AFAICT, the 'what should happen' is the current behavior in target core.

That is, the REPORT_LUNS response sets the underflow bit and associated
residual length in target_complete_cmd_with_length() when the outgoing
REPORT_LUNS payload is smaller than the received SCSI EDTL.

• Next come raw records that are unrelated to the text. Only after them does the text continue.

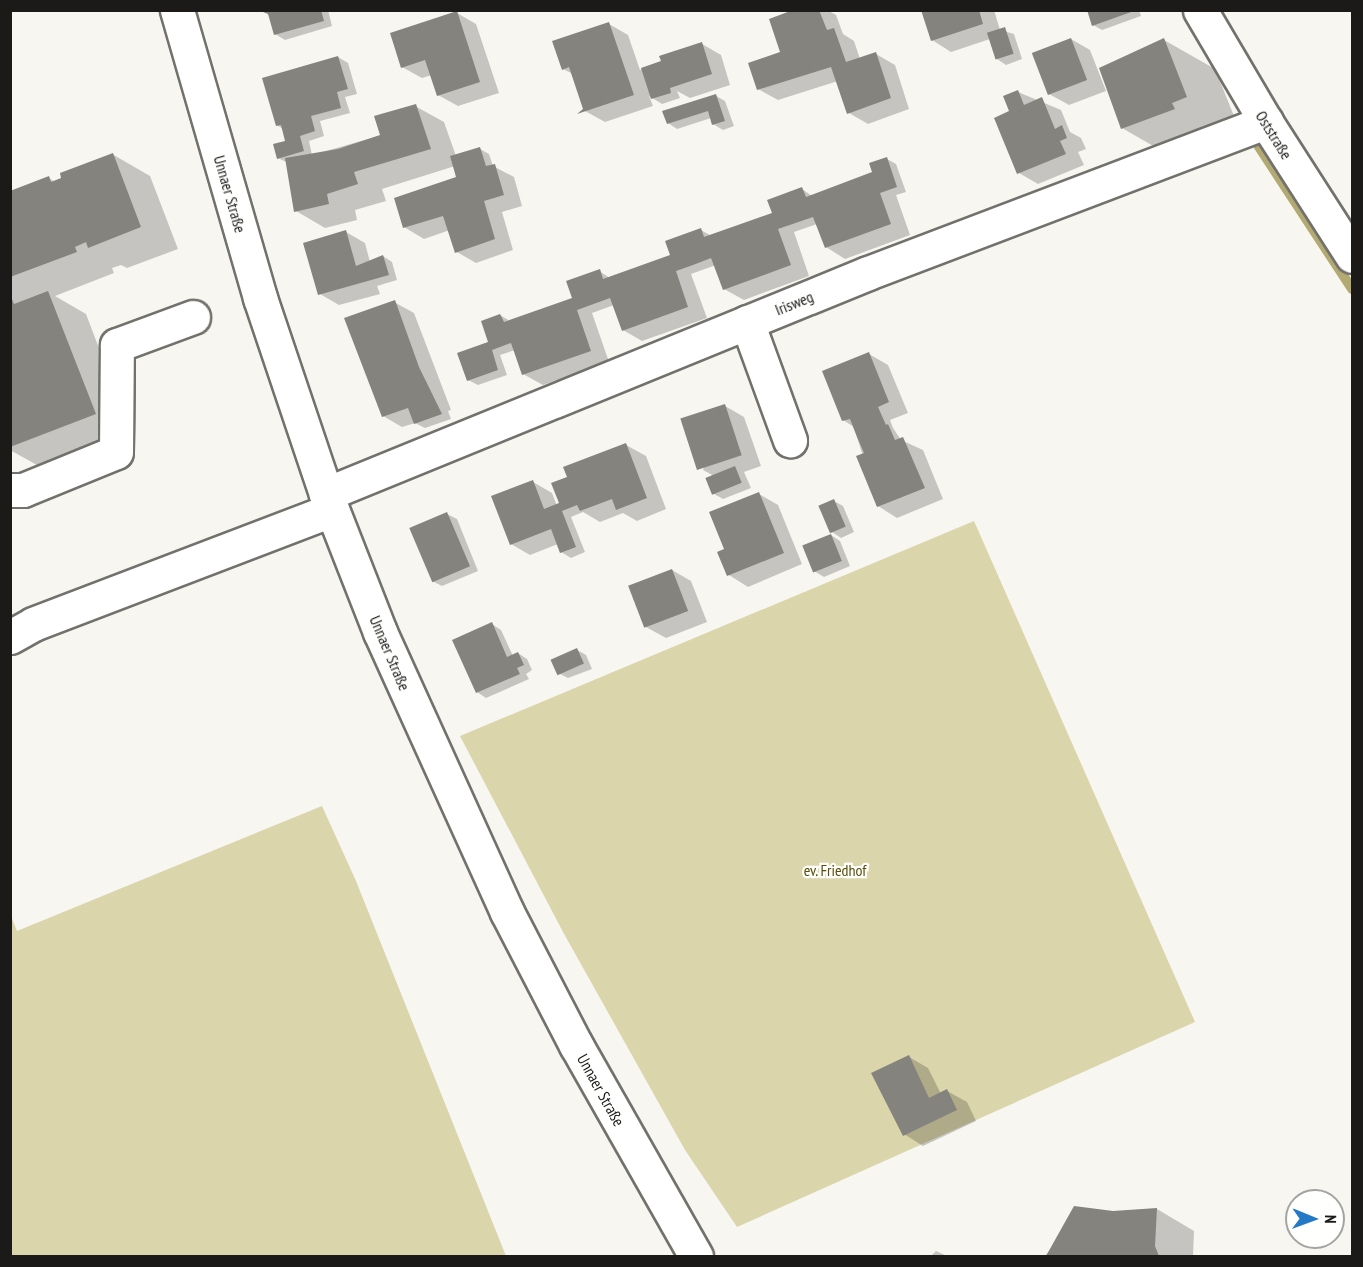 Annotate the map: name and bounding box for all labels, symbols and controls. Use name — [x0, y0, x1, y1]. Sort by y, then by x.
street label: Oststraße — [1252, 107, 1296, 163]
street label: Unnaer Straße — [210, 153, 250, 235]
street label: Irisweg — [772, 287, 816, 319]
street label: Unnaer Straße — [366, 613, 414, 693]
park label: ev. Friedhof — [803, 860, 867, 880]
street label: Unnaer Straße — [573, 1051, 629, 1129]
north arrow — [1285, 1189, 1345, 1249]
text: N — [1321, 1215, 1341, 1224]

> Since many of the Qla2xxx operations seem to pad (with zeros) the
> responses out to whatever the requested data length was, maybe this is
> overrunning a 4k buffer somewhere?  Note, the responses should not be
> padding and returning more data than what is actually available but this
> is what we are seeing on the analyzer.  The data length on the request
> is specifying a maximum to return, not how much has to be returned.
> 

Ok, based on the comments below, I think this is a separate issue that
is specific to qla2xxx fabric, but is not the cause of the above
BUG_ON().

> So, this appears to be a combination of 2 problems.  1) Returns are
> padding with zeros to the size of the request rather than truncating to
> the size of actual data on hand. 2) Apparently a 4k buffer is being
> overrun and crashing the system when a 0x1008 (4k + 8) Request for LUNs
> command is received (this is speculation on my part).
> 

So based upon the above trace, the BUG_ON() being triggered is in the
WRITE code-path and doesn't appear related to a specific REPORT_LUNS
payload size.

Namely, there is a check in qlt_pci_map_calc_cnt() that ensures that a
non zero scatterlist count exists when a given command's scatterlists
are mapped into PCI address space for receiving the incoming WRITE
payload.

I'm thinking this could very well be some form of zero-length WRITE that
is occurring immediately after the REPORT_LUNs.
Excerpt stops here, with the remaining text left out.